Re: [PATCH 04/13] mm: Use array_size() helpers for kmalloc()

From: Rasmus Villemoes
Date: Wed May 09 2018 - 14:00:41 EST


On 2018-05-09 13:34, Matthew Wilcox wrote:
> On Tue, May 08, 2018 at 05:42:20PM -0700, Kees Cook wrote:
>> @@ -499,6 +500,8 @@ static __always_inline void *kmalloc_large(size_t size, gfp_t flags)
>> */
>> static __always_inline void *kmalloc(size_t size, gfp_t flags)
>> {
>> + if (size == SIZE_MAX)
>> + return NULL;
>> if (__builtin_constant_p(size)) {
>> if (size > KMALLOC_MAX_CACHE_SIZE)
>> return kmalloc_large(size, flags);
>
> I don't like the add-checking-to-every-call-site part of this patch.
> Fine, the compiler will optimise it away if it can calculate it at compile
> time, but there are a lot of situations where it can't. You aren't
> adding any safety by doing this; trying to allocate SIZE_MAX bytes is
> guaranteed to fail, and it doesn't need to fail quickly.

Yeah, agree that we don't want to add a size check to all callers,
including those where the size doesn't even come from one of the new
*_size helpers; that just adds bloat. It's true that the overflow case
does not have to fail quickly, but I was worried that the saturating
helpers would end up making gcc emit a cmov instruction, thus stalling
the regular path. But it seems that it actually ends up doing a forward
jump, sets %rdi to SIZE_MAX, then jumps back to the call of __kmalloc,
so it should be ok.

With __builtin_constant_p(size) && size == SIZE_MAX, gcc could be smart
enough to elide those two instructions and have the jo go directly to
the caller's error handling, but at least gcc 5.4 doesn't seem to be
that smart.

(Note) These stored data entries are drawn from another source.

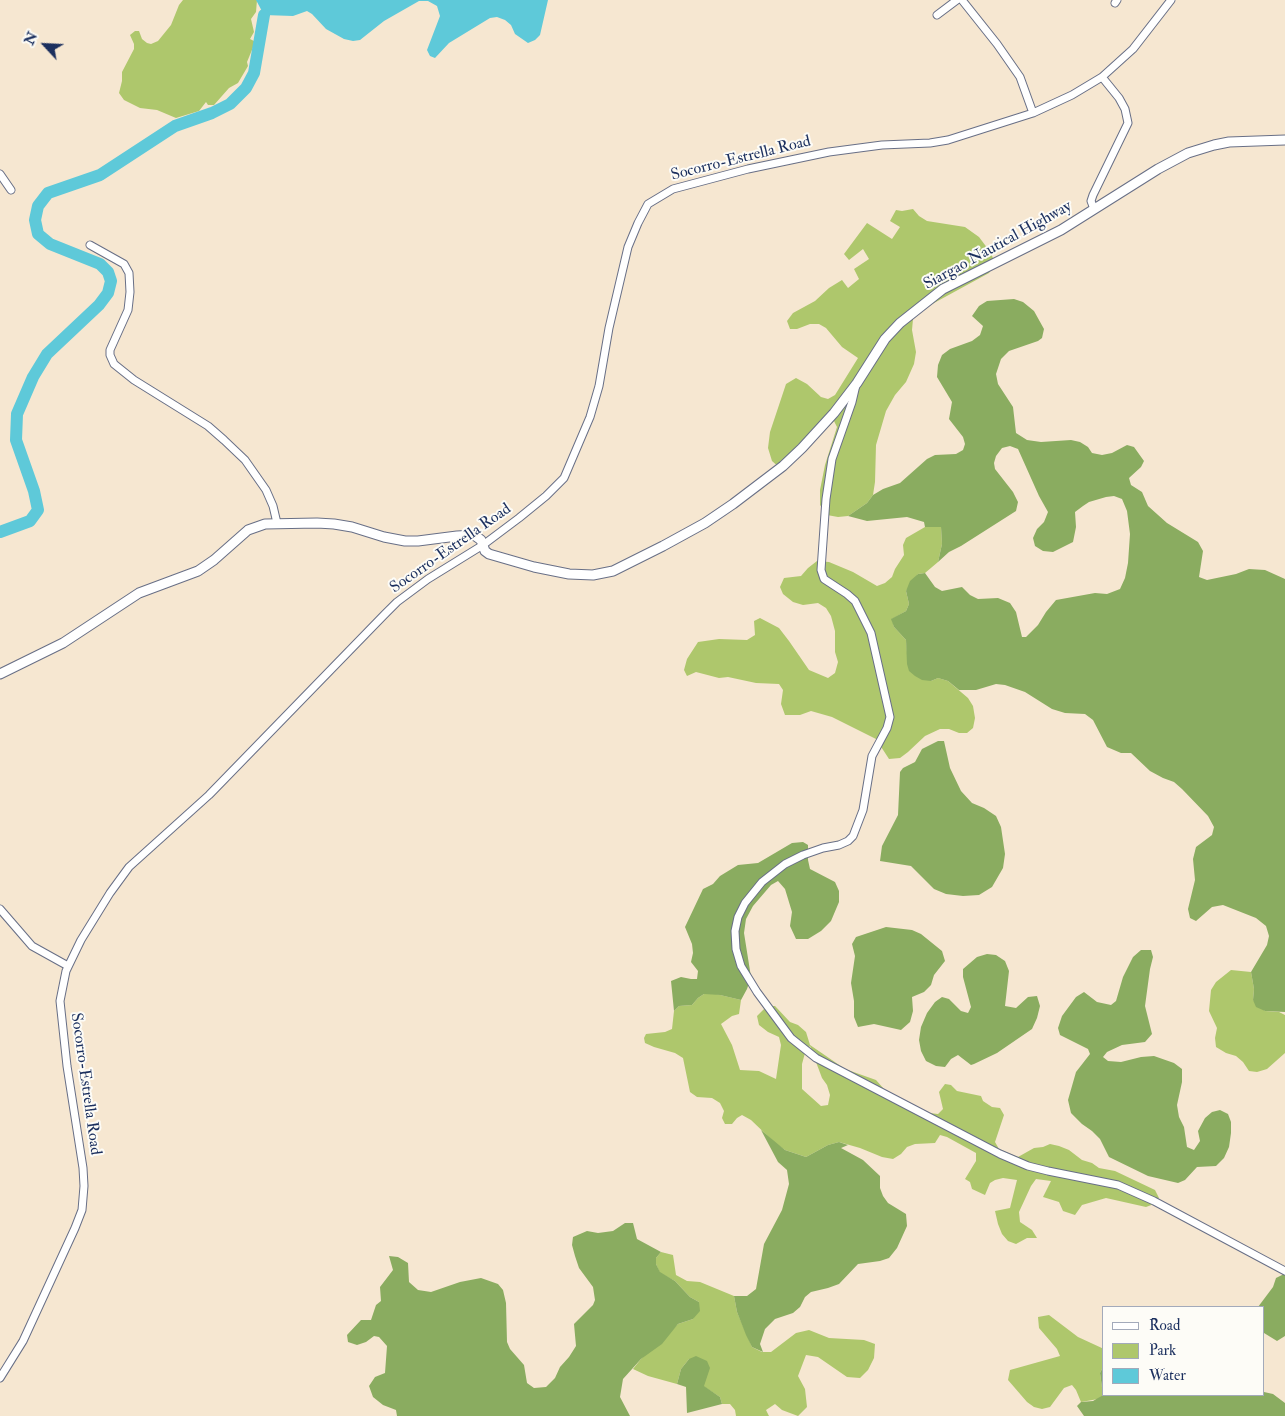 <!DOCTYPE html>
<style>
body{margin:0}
#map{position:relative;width:1285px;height:1416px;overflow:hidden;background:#f6e7d1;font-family:"IM FELL Double Pica",serif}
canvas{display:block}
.legend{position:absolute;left:1102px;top:1306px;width:162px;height:90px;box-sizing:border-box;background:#fdfcf7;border:1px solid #a3aaba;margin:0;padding:6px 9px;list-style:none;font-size:15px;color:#1b2f5e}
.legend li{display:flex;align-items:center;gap:10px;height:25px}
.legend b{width:25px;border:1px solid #a3aaba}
.north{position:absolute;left:20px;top:20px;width:50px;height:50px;-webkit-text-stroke:4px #fdfcf7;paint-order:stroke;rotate:295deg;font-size:14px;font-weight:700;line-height:20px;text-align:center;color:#1b2f5e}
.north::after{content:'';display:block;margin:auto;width:18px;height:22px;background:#1b2f5e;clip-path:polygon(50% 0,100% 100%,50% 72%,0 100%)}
</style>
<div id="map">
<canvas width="1285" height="1416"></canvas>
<ul class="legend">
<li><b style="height:6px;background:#fff"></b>Road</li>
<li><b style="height:14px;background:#aec76c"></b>Park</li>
<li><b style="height:14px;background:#5ec9d9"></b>Water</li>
</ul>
<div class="north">N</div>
</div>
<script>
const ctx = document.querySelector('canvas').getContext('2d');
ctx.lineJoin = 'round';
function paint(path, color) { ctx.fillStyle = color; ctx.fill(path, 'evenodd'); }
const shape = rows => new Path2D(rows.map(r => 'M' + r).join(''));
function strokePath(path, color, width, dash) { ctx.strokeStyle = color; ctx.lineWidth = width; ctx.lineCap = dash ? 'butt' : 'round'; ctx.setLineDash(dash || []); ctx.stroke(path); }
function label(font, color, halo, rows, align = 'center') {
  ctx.font = font + ' "IM FELL Double Pica",serif'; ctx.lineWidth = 4; ctx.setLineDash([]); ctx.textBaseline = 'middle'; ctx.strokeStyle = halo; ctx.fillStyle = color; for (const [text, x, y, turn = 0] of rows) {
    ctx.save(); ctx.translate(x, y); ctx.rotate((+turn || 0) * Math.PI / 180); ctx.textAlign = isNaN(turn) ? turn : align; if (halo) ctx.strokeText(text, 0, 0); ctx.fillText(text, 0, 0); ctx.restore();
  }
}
paint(shape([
 [183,0,257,0,256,12,251,19,254,32,250,39,254,41,254,45,247,62,248,66,238,83,229,88,214,105,208,105,206,102,199,111,176,118,157,110,140,108,124,100,119,93,122,81,122,72,134,49,134,44,130,35,135,31,139,31,142,39,147,43,151,44,158,41,171,25,179,5],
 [913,209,919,216,927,221,965,227,979,237,991,253,995,264,989,273,923,309,913,319,912,330,916,352,914,364,906,382,895,395,886,411,876,445,875,482,873,495,867,503,848,516,838,517,827,515,820,505,820,490,825,465,837,427,834,421,791,465,782,470,772,461,768,448,770,432,786,384,796,378,807,384,821,397,828,399,835,395,858,358,842,347,826,328,819,324,810,324,797,329,790,329,787,321,793,313,815,301,829,288,842,280,848,288,859,279,854,269,869,259,863,249,849,260,844,254,867,223,892,239,900,227,890,221,896,210,902,211],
 [925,527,941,527,942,544,938,562,925,573,918,574,906,591,909,604,906,611,892,619,894,627,906,640,907,652,931,681,938,678,948,681,968,698,973,706,975,718,973,728,967,733,959,733,949,729,940,729,925,736,908,752,900,758,889,759,876,739,832,717,811,711,800,715,785,715,781,704,783,690,779,684,756,683,728,677,719,678,696,672,687,676,684,670,687,659,698,642,719,639,747,640,755,635,754,621,760,618,779,628,789,641,809,670,828,678,835,673,838,662,835,652,835,631,831,616,826,608,818,603,803,605,793,602,783,594,780,587,784,578,801,576,808,568,817,561,829,562,853,572,877,586,885,583,892,577,895,569,904,555,903,545,906,538],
 [1231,970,1251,972,1254,989,1253,1000,1265,1011,1279,1012,1285,1015,1285,1053,1267,1069,1257,1072,1249,1071,1243,1062,1236,1056,1226,1053,1216,1047,1215,1038,1217,1028,1209,1011,1211,990,1216,982],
 [712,993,741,1000,739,1014,732,1016,721,1024,732,1045,740,1070,759,1071,776,1079,781,1045,779,1037,768,1032,759,1025,757,1016,767,1006,775,1006,790,1022,798,1025,806,1032,810,1045,845,1069,876,1080,884,1089,893,1096,929,1113,938,1114,943,1109,939,1092,945,1084,951,1085,957,1091,981,1096,983,1101,992,1107,1000,1108,1004,1115,995,1142,999,1149,1018,1157,1034,1148,1043,1147,1050,1144,1059,1146,1069,1150,1082,1160,1092,1163,1099,1168,1115,1171,1155,1190,1159,1198,1154,1204,1146,1207,1106,1198,1082,1205,1075,1215,1063,1211,1059,1202,1043,1197,1051,1181,1036,1179,1031,1186,1019,1212,1020,1222,1032,1230,1037,1238,1027,1238,1016,1244,1008,1241,1002,1234,998,1224,995,1211,1010,1208,1017,1180,1003,1178,995,1180,990,1183,985,1195,972,1189,970,1182,965,1179,976,1161,976,1153,947,1137,940,1135,935,1143,915,1144,907,1147,901,1154,893,1159,882,1157,860,1148,839,1142,828,1145,806,1157,785,1150,775,1143,751,1120,742,1115,737,1118,732,1124,725,1124,722,1118,724,1111,720,1103,712,1098,697,1097,690,1092,683,1058,675,1053,654,1047,645,1043,644,1038,646,1034,665,1032,672,1029,674,1011,679,1006,692,1005,698,998,704,994],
 [810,1046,822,1078,827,1085,830,1095,828,1105,821,1106,802,1089,802,1064,805,1053],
 [661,1252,673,1255,676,1275,687,1281,700,1282,734,1296,737,1312,752,1347,762,1352,771,1352,796,1333,809,1330,829,1338,864,1340,875,1344,874,1358,868,1370,860,1378,847,1377,818,1357,806,1355,798,1376,805,1389,807,1407,798,1416,782,1410,775,1404,766,1410,769,1416,736,1416,735,1410,730,1404,722,1404,720,1397,703,1386,706,1376,689,1359,681,1369,677,1384,648,1376,633,1369,641,1359,678,1324,693,1319,699,1302,690,1297,675,1281,660,1273,656,1264,656,1258],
 [1049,1315,1078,1337,1104,1349,1104,1365,1100,1373,1103,1395,1098,1399,1081,1402,1076,1390,1072,1385,1064,1388,1050,1407,1042,1409,1034,1407,1027,1402,1008,1380,1010,1370,1060,1356,1057,1349,1039,1328,1038,1317]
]), '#aec76c');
paint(shape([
 [1014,299,1023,302,1034,311,1044,329,1042,338,1038,341,1009,351,1001,359,996,374,998,384,1013,407,1016,433,1027,440,1041,442,1071,440,1080,442,1088,447,1092,453,1102,455,1112,453,1127,445,1134,447,1144,461,1141,467,1129,478,1131,485,1142,492,1148,506,1167,523,1198,542,1203,551,1199,577,1207,580,1236,574,1249,569,1265,570,1285,579,1285,1012,1265,1011,1256,1007,1253,1000,1254,989,1251,972,1267,945,1269,936,1266,926,1256,918,1223,905,1212,907,1196,921,1190,918,1188,909,1195,880,1193,859,1196,847,1212,835,1214,827,1208,816,1182,789,1174,782,1163,778,1150,771,1131,753,1121,753,1107,747,1093,720,1085,714,1065,713,1052,709,1025,692,1005,685,996,684,976,690,959,690,948,681,938,678,931,681,922,680,915,676,909,671,907,664,906,640,894,627,891,619,906,611,909,604,906,591,910,581,918,574,925,573,935,587,942,591,962,587,970,595,978,599,998,598,1010,603,1016,612,1022,637,1026,637,1038,625,1046,612,1056,600,1095,593,1107,594,1120,589,1125,578,1128,563,1130,534,1127,511,1122,499,1114,496,1106,497,1089,502,1083,506,1075,512,1076,527,1073,542,1053,552,1043,551,1035,546,1033,538,1037,529,1044,522,1048,512,1039,496,1018,449,1010,446,1002,448,996,456,994,463,995,469,1013,492,1018,502,1016,511,961,546,949,552,938,562,942,544,941,527,925,527,924,522,907,517,867,521,848,516,867,503,873,495,883,489,900,483,927,459,935,455,956,454,963,450,965,444,963,437,949,419,952,402,937,377,938,365,942,355,950,349,972,341,980,335,983,326,972,316,979,306,987,301],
 [938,741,944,741,950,768,961,791,972,803,984,808,996,816,1001,827,1005,854,1003,868,992,887,979,895,963,896,946,894,934,889,911,866,880,861,882,846,898,815,900,772,903,768,915,762,922,749],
 [803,842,808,845,808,860,810,869,835,882,839,891,839,902,831,921,821,931,808,939,796,939,790,926,792,912,785,889,778,881,771,885,753,906,746,919,744,933,751,977,747,989,741,1000,720,995,704,994,698,998,692,1005,679,1006,674,1011,671,981,681,977,691,979,697,979,698,971,691,962,693,953,692,944,685,927,703,889,713,884,720,876,738,865,758,863,792,843],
 [886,927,912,930,921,934,942,951,945,961,934,975,931,985,924,992,912,997,913,1011,910,1022,901,1030,874,1024,858,1027,854,1017,854,1001,851,983,855,956,852,944,856,937],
 [1141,950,1151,950,1153,957,1150,969,1145,1006,1152,1034,1145,1042,1122,1045,1107,1052,1103,1057,1108,1061,1121,1062,1141,1057,1154,1056,1174,1063,1182,1069,1182,1082,1177,1105,1179,1117,1184,1127,1187,1147,1194,1150,1200,1141,1198,1131,1205,1118,1212,1112,1220,1110,1228,1114,1231,1122,1231,1133,1229,1147,1224,1158,1216,1166,1197,1167,1185,1180,1178,1183,1148,1176,1109,1157,1100,1139,1092,1131,1082,1124,1071,1113,1068,1100,1076,1072,1090,1054,1088,1049,1060,1035,1058,1028,1062,1016,1076,997,1084,992,1097,1002,1111,1005,1116,1001,1123,977,1133,957],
 [987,954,996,955,1005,961,1009,971,1005,1006,1016,1008,1028,997,1037,996,1040,1006,1037,1018,1032,1029,997,1053,974,1064,971,1065,958,1055,951,1059,945,1067,936,1066,926,1061,921,1051,919,1040,921,1027,927,1013,935,1002,942,997,949,999,961,1011,968,1013,971,1007,963,977,963,969,977,957],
 [761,1130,785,1150,806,1157,828,1145,839,1142,848,1145,841,1148,863,1160,880,1176,880,1188,883,1196,888,1203,906,1214,907,1226,897,1248,889,1258,880,1261,858,1264,839,1284,828,1288,811,1292,805,1297,800,1307,793,1313,775,1319,765,1329,760,1344,763,1352,752,1347,746,1335,737,1312,734,1296,747,1296,756,1289,764,1244,782,1210,789,1184,787,1170,778,1162],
 [625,1223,633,1223,637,1239,661,1252,656,1258,656,1264,660,1272,675,1281,690,1297,699,1302,700,1311,693,1319,678,1324,662,1344,641,1359,623,1379,620,1397,630,1416,397,1416,396,1410,383,1405,373,1397,369,1386,375,1377,385,1373,387,1346,379,1337,374,1336,366,1342,357,1345,348,1342,347,1335,361,1320,371,1320,376,1305,381,1301,380,1287,393,1270,389,1256,398,1257,408,1263,409,1282,418,1290,431,1292,460,1282,481,1278,498,1284,503,1290,506,1303,507,1342,510,1349,524,1365,527,1383,534,1388,546,1387,555,1378,560,1367,569,1357,576,1346,574,1324,593,1305,595,1300,593,1287,579,1268,575,1256,572,1245,573,1237,587,1231,598,1233,613,1231],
 [1284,1274,1285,1275,1285,1336,1277,1341,1264,1333,1264,1307,1258,1307,1273,1287,1276,1278],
 [696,1356,707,1361,710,1368,704,1386,720,1397,722,1404,687,1413,686,1387,677,1384,681,1369,689,1359],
 [1104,1365,1104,1395,1264,1395,1264,1392,1273,1394,1285,1403,1285,1416,1084,1416,1077,1406,1081,1402,1093,1401,1103,1395,1100,1373]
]), '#8aac60');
paint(shape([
 [256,0,548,0,540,35,535,40,528,43,515,34,511,25,505,20,497,17,490,18,449,43,435,58,430,56,427,50,440,16,437,6,428,1,419,1,384,21,360,40,353,41,344,39,326,29,312,14,307,11,293,16,264,15]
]), '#5ec9d9');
strokePath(shape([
 [0,532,30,521,38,510,34,491,16,440,17,414,33,377,47,354,99,305,108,293,111,281,108,272,100,264,50,244,38,234,35,220,38,206,48,193,100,175,175,126,212,113,230,104,246,88,254,73,264,15]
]), '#5ec9d9', 12);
const minor = shape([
 [962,0,997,44,1020,77,1033,113],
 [1115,3,1117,0],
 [937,15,957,0],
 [0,174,11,190],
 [1094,209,1091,201,1093,195,1128,123,1125,109,1119,98,1102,77],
 [90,245,124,264,129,273,130,292,128,310,110,350,110,355,114,364,134,380,208,426,224,440,245,460,266,490,273,506,277,523],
 [856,385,852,402,832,459,826,499,821,570,824,579,847,594,855,601,871,633,890,717,887,728,872,756,863,810,853,836,848,841,839,845,823,848,803,855,785,864,762,882,745,903,738,917,735,931,736,949,741,966,757,992,791,1038,816,1058,1000,1154,1028,1166,1048,1171,1118,1185,1154,1201,1285,1271],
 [0,909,32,946,68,966],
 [0,1378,23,1341,75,1228,82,1210,84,1186,83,1168,67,1066,60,1001,66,971,81,940,110,893,129,867,209,795,384,615,397,602,428,579,483,545,519,518,546,496,564,478,590,417,599,386,609,328,628,247,638,223,648,204,673,189,748,169,829,152,882,145,930,143,948,140,1033,113,1072,95,1102,77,1133,49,1171,0]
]);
const major = shape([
 [0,674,63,643,139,593,198,571,214,560,248,530,265,524,317,523,334,524,352,527,384,537,405,541,418,541,457,536,474,535,481,540,485,551,489,554,534,567,569,574,593,575,613,571,663,546,705,523,733,504,783,466,802,448,834,413,857,383,885,339,900,323,943,289,1061,230,1158,169,1188,153,1214,145,1229,142,1285,140]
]);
strokePath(minor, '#686f86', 9);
strokePath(major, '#686f86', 11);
strokePath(minor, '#fff', 7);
strokePath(major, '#fff', 9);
label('16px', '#1b2f5e', '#fdfcf7', [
 ["Socorro-Estrella Road",741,159,-14],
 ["Siargao Nautical Highway",998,246,-29],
 ["Socorro-Estrella Road",451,549,-35],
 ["Socorro-Estrella Road",85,1084,82]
]);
</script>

So let's just omit that part for now.

But in case of the kmalloc_array functions, with a direct call of
__builtin_mul_overflow(), gcc does combine the "return NULL" with the
callers error handling, thus avoiding the six byte "%rdi = -1; jmp
back;" thunk. That, along with the churn factor, might be an argument
for leaving the current callers of *_array alone. But if we are going to
keep those longer-term, we might as well convert kmalloc(a, b) into
kmalloc_array(a, b) instead of kmalloc(array_size(a, b)). In any case, I
do see the usefulness of the struct_size helper, and agree that we
definitely should not introduce a new *_struct variant that needs to be
implemented in all families.

>> @@ -624,11 +629,13 @@ int memcg_update_all_caches(int num_memcgs);
>> */
>> static inline void *kmalloc_array(size_t n, size_t size, gfp_t flags)
>> {
>> - if (size != 0 && n > SIZE_MAX / size)
>> + size_t bytes = array_size(n, size);
>> +
>> + if (bytes == SIZE_MAX)
>> return NULL;
>> if (__builtin_constant_p(n) && __builtin_constant_p(size))
>> - return kmalloc(n * size, flags);
>> - return __kmalloc(n * size, flags);
>> + return kmalloc(bytes, flags);
>> + return __kmalloc(bytes, flags);
>> }
>>
>> /**
>> @@ -639,7 +646,9 @@ static inline void *kmalloc_array(size_t n, size_t size, gfp_t flags)
>> */
>> static inline void *kcalloc(size_t n, size_t size, gfp_t flags)
>> {
>> - return kmalloc_array(n, size, flags | __GFP_ZERO);
>> + size_t bytes = array_size(n, size);
>> +
>> + return kmalloc(bytes, flags | __GFP_ZERO);
>> }
>
> Hmm. I wonder why we have the kmalloc/__kmalloc "optimisation"
> in kmalloc_array, but not kcalloc. Bet we don't really need it in
> kmalloc_array. I'll do some testing.
>

Huh? Because kcalloc is implemented in terms of kmalloc_array? And can't
we just keep it that way?

Rasmus